# Newbie from Australia chucking up some pics!



## bdzy88 (Apr 7, 2009)

Hey guys,

Im a newbie, my names dave 21 and i live in melbourne, australia.

Here are some pics of my Oct 08 Audi MK2 TTS..

Next will see APR tune, Forge Parts, Milltek Exhaust (turbo back), Tint & Stereo 

Cheers,


----------



## jammyd (Oct 11, 2008)

Welcome to the forum 

interesting wheels, would not be my choice, but they make the car stand out


----------



## YELLOW_TT (Feb 25, 2004)

Nice have you thought about getting the grill and rear valance painted gloss black :idea:


----------



## bdzy88 (Apr 7, 2009)

Haha.. yes i know the wheels are a bit different.

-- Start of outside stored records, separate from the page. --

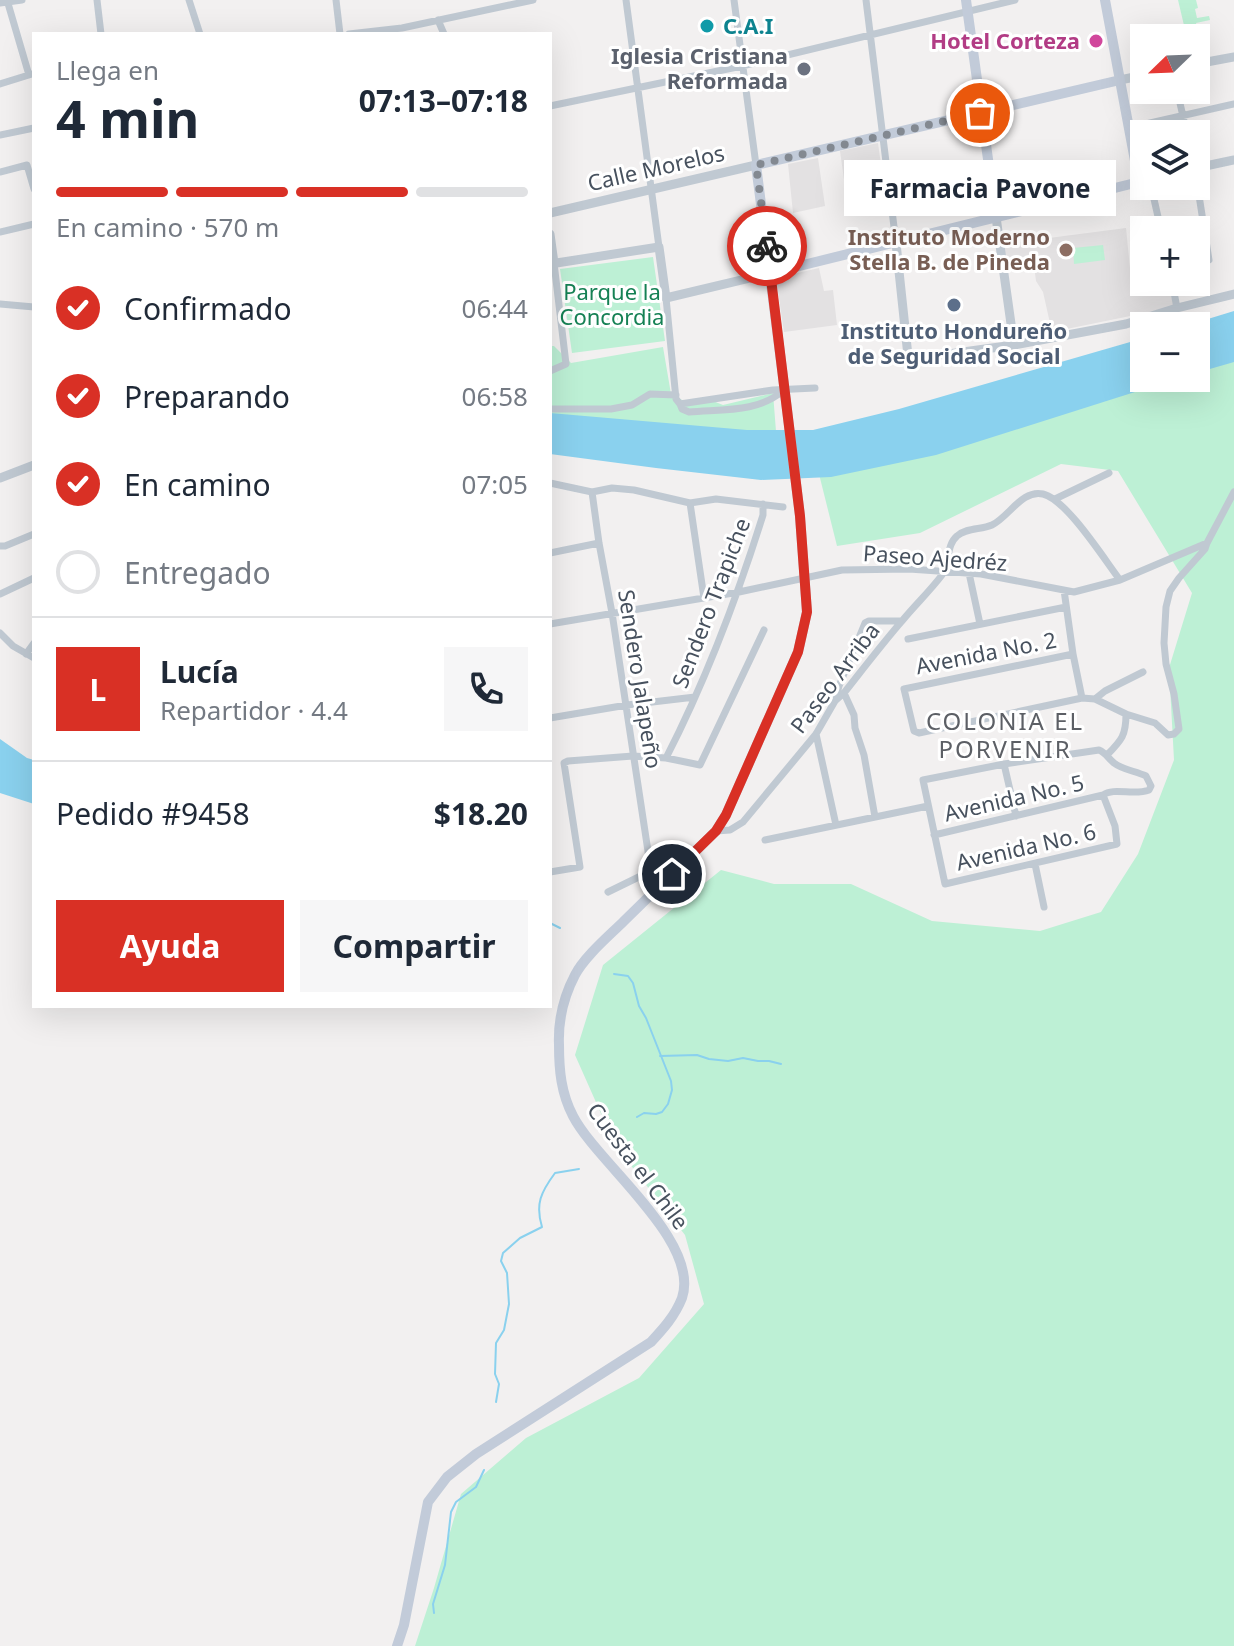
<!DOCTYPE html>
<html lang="es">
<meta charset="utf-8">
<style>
:root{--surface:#fff;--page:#f6f6f7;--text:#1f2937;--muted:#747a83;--line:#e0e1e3;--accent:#d93025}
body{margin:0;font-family:"Noto Sans",sans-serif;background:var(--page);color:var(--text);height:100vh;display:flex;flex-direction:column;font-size:30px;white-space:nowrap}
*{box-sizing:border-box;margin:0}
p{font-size:26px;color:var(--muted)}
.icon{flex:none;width:44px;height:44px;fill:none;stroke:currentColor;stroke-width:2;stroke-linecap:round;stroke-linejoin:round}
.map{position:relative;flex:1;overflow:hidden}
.drawer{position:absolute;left:32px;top:32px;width:520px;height:976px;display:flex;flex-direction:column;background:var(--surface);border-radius:0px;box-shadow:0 8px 32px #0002}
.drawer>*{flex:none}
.needle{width:52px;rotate:247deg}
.buttons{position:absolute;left:1130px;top:24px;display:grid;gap:16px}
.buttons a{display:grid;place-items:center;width:80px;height:80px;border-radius:0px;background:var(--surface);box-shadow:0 8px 32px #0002;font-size:40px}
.pin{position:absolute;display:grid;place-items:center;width:68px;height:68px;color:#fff;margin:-34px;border:4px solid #fff;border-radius:50%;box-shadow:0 2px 8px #0007}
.courier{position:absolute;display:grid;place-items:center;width:80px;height:80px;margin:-40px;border:6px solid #d93025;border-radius:50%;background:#fff;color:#222;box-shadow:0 2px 10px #0007}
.bubble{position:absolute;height:56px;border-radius:0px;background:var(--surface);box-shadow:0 8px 32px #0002;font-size:26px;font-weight:700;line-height:56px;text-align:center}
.head em{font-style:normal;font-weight:700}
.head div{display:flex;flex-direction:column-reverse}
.head{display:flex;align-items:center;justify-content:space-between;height:136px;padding:0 24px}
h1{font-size:52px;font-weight:700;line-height:60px}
.bar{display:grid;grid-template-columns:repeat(4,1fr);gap:12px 8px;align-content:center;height:96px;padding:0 24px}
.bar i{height:10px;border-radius:6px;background:var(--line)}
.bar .current{background:var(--accent)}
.bar p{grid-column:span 4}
.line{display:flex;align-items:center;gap:20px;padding:0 24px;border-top:2px solid var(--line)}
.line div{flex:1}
.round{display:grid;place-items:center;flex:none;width:84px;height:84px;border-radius:0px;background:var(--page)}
ol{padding:0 24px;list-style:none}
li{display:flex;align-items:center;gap:24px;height:88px}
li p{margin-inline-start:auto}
li .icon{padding:8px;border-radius:50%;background:var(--accent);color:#fff;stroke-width:4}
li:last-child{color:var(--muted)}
li i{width:44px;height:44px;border:4px solid var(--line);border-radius:50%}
.cta{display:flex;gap:16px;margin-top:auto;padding:16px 24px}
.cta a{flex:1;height:92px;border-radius:0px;background:var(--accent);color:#fff;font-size:32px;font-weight:700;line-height:92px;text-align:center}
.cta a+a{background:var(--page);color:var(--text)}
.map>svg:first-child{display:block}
.education{fill:#e3e1e2}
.green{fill:#bdf0d5}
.water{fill:#8ad1ee}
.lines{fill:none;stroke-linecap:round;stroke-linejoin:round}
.stream{stroke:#8ad1ee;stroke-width:2}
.minor{stroke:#c0c9d2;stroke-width:7}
.tertiary{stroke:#c0c9d2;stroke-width:9}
.secondary{stroke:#c2cbd9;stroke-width:10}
.secondary-bridge{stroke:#c2cbd9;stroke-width:10}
.done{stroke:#838991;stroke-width:8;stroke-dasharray:0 14.4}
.route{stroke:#d93025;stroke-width:10}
.culture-dot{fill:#0f9aa8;stroke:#fff;stroke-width:3}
.hotel-dot{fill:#d1479c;stroke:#fff;stroke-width:3}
.worship-dot{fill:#6b7280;stroke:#fff;stroke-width:3}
.education-dot{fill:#8d6e63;stroke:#fff;stroke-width:3}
.service-dot{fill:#5c6f8a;stroke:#fff;stroke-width:3}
.labels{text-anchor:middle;stroke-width:6;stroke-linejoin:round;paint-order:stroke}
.culture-label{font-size:22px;font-weight:bold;fill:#0d838f;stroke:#fff;text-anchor:start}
.hotel-label{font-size:22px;font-weight:bold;fill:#b23c85;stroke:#fff;text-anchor:end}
.worship-label{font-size:22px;font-weight:bold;fill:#5b616d;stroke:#fff;text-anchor:end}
.street-label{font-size:22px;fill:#47515e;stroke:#fff}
.education-label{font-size:22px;font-weight:bold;fill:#785e54;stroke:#fff;text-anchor:end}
.park-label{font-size:22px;fill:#158154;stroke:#fff}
.service-label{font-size:22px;font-weight:bold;fill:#4e5e75;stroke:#fff}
.neighbourhood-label{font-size:24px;letter-spacing:2px;fill:#5c5f65;stroke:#fff}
</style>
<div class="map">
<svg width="1234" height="1646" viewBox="0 0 1234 1646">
<rect width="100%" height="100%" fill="#f2f0f0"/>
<!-- education -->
<path class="education" d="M878,143L887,209L849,215L840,151Z
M818,158L825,206L793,213L788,164Z
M1126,228L1130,268L1141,267L1142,275H1144V282H1168L1174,307L1052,332L1043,292L1036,281L1033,258L1005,261L1003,244Z
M819,268L824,291L833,290L837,325L784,332L776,278Z"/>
<!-- green -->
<path class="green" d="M1178,0H1196L1198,8L1195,9L1197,18L1209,16L1210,20L1196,23L1199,37L1187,38Z
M1179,121L1181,134H1144V173H1142L1133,130Z
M1103,245L1105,260L1074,264L1073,248Z
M653,257L665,341L572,353L560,269Z
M1234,325V1646H415L434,1588L461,1494L526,1438L639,1378L704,1304L685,1235L615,1145L575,1055L603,965L721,870L774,884H851L932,921L1040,931L1101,912L1138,854L1174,760L1169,668L1192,593L1118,471L1061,464L920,533L837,546L816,462L1144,378H1196V340Z
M550,346H554L571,363L663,347L671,394L684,401L708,399L723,405L773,393L777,444L550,420Z"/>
<!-- water -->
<path class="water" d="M1234,311V362L1196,373V326H1185Z
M1144,338V378H1179L936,455L831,477L761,480L656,468L550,454V413L747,430H813L899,409Z
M0,739L27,758L34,760V804L0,793Z"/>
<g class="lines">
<!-- stream -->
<path class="stream" d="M550,923L560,928
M614,974L628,976L633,983L639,1006L646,1018L671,1081L672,1090L668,1104L662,1112L656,1114L644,1113L637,1117
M660,1056L697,1055L709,1059L728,1061L743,1058L758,1061H769L781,1064
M496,1402L499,1384L495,1374L496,1343L504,1330L509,1304L507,1273L501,1261L503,1253L520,1238L542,1227C535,1204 541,1192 555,1173L579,1169
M434,1613L433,1604L445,1565L451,1512L456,1502L476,1487L484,1470"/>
<!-- minor -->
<path class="minor" d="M7,0L29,75
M97,0L101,34
M189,0L200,34
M336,0L340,34
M626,0L659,247
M734,0L756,165
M866,0L896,243
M0,3L22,0
M438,20L444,34
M349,34L402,28L533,0
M0,84L32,74
M1177,90L1187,134
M550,106L742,66L1015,0
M1128,128L1234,104
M0,135L34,128
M0,172L27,165L34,189
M1196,176L1209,260
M1151,186L1161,230
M0,232L34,224
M1172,282L1177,308
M666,298L676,399L680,404L773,390L815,388
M0,304L34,307
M550,371L566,364L554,263
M680,404L682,409L689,412C722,409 758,413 784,390
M550,409H611L632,405L650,394L676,395
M550,483L592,492L612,488L634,490L690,503L716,499L783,507
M592,492L599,543L612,613L651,871
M1055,499L1109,473
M690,503L704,598
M0,546H5L34,534
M550,553L599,543
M969,573L980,624
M1064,590L1073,654L1082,698L1095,699L1126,714C1126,735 1122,740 1107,755
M0,594L34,578
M550,624L739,592L842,570L909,569L981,574L1074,592L1120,580L1207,543L1234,492
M0,633L13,646L34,658
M908,639L1066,607
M26,654L34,643
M1073,654L904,689L914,731L919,733L1082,698
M844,693L854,715L855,728L864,755L875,817
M836,698L839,686L865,623L869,621H901
M1095,699L1105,691L1143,672
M1126,714L1155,723L1168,735L1174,734L1179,729L1174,694L1166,664L1164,643L1166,607L1170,591L1179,578L1205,549L1207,543
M550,718L627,705L695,697
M816,734L836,825
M1099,750C1106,753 1108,758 1114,763C1123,770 1136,771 1146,776L1151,786L1149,790C1134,796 1114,787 1103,795L1115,826L1117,844L945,884L923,780L1004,764Z
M666,758C706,680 737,598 763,515V504
M1004,764L1016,816
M716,831L730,830L743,822L816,734L835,701L844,693C863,669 882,644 902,621C915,605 930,591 942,575C950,564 946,545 957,536C967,527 981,530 992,525C1009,517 1022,489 1043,494C1067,500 1104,559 1120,580
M934,835L1103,795
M765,840L928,806
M1035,864L1044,907
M550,872L580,867L564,763L568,761L633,756L666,758L700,765L764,630
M608,892L651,871L686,857"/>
<!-- tertiary -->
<path class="tertiary" d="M1196,64L1234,57
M1120,80L1144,75
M1196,168L1234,160
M550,213L756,165
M996,217L1014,345
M550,234L554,263
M896,243L908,356L912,359L1014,345L1126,324L1177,308L1234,294
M550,264L659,247L666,298L771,273
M0,478L34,465"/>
<!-- secondary -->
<path class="secondary" d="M966,0L996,217
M771,273L1139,182L1105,0
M783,377L756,165L1120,80
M397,1646L404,1625L428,1502L447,1477L476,1454L651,1342C663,1329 675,1316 682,1298C701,1241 597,1163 573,1116C561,1093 559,1070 559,1045C558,1021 564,996 575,975C585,956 609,936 624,921C655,891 685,861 716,831L726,815L798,652L807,612L800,516"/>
<!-- secondary-bridge -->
<path class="secondary-bridge" d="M783,377L800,516"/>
</g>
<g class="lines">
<!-- done -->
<path class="done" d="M767,246L756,165L980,113"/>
<!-- route -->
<path class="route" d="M672,874L716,831L726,815L798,652L807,612L800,516L767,246"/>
</g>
<!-- markers -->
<circle class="culture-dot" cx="707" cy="26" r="8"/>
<circle class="hotel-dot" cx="1096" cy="41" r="8"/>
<circle class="worship-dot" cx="804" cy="69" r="8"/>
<circle class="education-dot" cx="1066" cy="250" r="8"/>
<circle class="service-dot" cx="954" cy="305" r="8"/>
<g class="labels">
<!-- culture labels -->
<g class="culture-label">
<text x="723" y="34">C.A.I</text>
</g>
<!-- hotel labels -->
<g class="hotel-label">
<text x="1080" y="49">Hotel Corteza</text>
</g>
<!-- worship labels -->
<g class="worship-label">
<text x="788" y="64">Iglesia Cristiana<tspan x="788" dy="25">Reformada</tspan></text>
</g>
<!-- street labels -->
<g class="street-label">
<text transform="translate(656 168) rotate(-13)" y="8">Calle Morelos</text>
<text transform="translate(935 558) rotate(4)" y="8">Paseo Ajedréz</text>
<text transform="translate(711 603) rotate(-69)" y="8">Sendero Trapiche</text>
<text transform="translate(986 653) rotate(-11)" y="8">Avenida No. 2</text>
<text transform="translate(835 678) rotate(-53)" y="8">Paseo Arriba</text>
<text transform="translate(640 679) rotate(81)" y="8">Sendero Jalapeño</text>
<text transform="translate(1014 798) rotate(-13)" y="8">Avenida No. 5</text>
<text transform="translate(1026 847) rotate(-13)" y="8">Avenida No. 6</text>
<text transform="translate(638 1166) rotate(53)" y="8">Cuesta el Chile</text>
</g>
<!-- education labels -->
<g class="education-label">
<text x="1050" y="245">Instituto Moderno<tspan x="1050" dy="25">Stella B. de Pineda</tspan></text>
</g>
<!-- park labels -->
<g class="park-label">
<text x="612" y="300">Parque la<tspan x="612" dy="25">Concordia</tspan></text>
</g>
<!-- service labels -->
<g class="service-label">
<text x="954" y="339">Instituto Hondureño<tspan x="954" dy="25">de Seguridad Social</tspan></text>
</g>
<!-- neighbourhood labels -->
<g class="neighbourhood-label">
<text x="1005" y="730">COLONIA EL<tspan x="1005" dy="28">PORVENIR</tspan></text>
</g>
</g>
</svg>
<div class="buttons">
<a><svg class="needle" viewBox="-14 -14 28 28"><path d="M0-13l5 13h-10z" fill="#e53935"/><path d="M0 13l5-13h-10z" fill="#747a83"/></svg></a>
<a><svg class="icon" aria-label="layers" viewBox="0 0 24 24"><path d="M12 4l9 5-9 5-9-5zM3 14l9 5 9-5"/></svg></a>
<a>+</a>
<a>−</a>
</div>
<div class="pin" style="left:980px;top:113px;background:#ea580c"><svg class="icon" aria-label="bag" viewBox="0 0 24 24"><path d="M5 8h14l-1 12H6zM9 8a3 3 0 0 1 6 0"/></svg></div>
<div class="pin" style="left:672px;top:874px;background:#1f2937"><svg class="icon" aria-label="home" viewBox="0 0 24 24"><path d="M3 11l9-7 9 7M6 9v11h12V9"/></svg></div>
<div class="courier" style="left:767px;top:246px"><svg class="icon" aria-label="bike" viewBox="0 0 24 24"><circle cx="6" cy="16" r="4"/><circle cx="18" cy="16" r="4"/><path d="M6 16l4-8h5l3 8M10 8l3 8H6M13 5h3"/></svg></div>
<div class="bubble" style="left:844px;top:160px;width:272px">Farmacia Pavone</div>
<section class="drawer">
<div class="head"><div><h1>4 min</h1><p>Llega en</p></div><em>07:13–07:18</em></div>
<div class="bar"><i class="current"></i><i class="current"></i><i class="current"></i><i></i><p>En camino · 570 m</p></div>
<ol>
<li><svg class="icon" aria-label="check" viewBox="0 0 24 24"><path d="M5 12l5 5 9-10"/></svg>Confirmado<p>06:44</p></li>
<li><svg class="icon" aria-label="check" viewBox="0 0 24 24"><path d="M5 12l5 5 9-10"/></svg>Preparando<p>06:58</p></li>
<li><svg class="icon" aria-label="check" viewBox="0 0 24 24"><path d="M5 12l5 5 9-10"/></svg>En camino<p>07:05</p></li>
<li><i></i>Entregado</li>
</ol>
<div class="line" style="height:144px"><b class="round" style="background:var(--accent);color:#fff">L</b><div><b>Lucía</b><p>Repartidor · 4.4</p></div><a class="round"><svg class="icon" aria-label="phone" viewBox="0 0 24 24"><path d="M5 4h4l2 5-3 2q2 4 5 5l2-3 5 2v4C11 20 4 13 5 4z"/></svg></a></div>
<div class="line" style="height:104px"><div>Pedido #9458</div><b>$18.20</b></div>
<div class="cta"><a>Ayuda</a><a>Compartir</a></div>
</section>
</div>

Pictures do not do them justice and need to be seen in real life to be appreciated.

I found the originals a little to bland.

As for the valance and front grille, i had thought about the OSIR gloss black however, i am still tossing up between it as these parts will make the TTS look like a normal TT..
*not that theres anything wrong with that but you wouldnt make a M3 look like a 325i*

Thanks for the comments.

Dave


----------



## YELLOW_TT (Feb 25, 2004)

bdzy88 said:


> Haha.. yes i know the wheels are a bit different.
> 
> Pictures do not do them justice and need to be seen in real life to be appreciated.
> 
> ...


Got to be honest I dont like the gray grill/valance on the TTS it just does not go with any thing else on the car IMOP :?


----------



## malstt (Apr 18, 2007)

Welcome , love the wheels. Really suit the car. 8)


----------



## Daniel87 (Apr 13, 2009)

Looks really nice mate!!


----------



## The Marksman (Apr 17, 2009)

bdzy88 said:


> *not that theres anything wrong with that but you wouldnt make a M3 look like a 325i*


No, but I'd love to make one look like a Fiat 500. :wink:


----------



## TT RS (Nov 19, 2005)

Stunning looking car mate!!!!!!!!!!!! [smiley=thumbsup.gif]


----------



## Wallsendmag (Feb 12, 2004)

Welcome to the forum


----------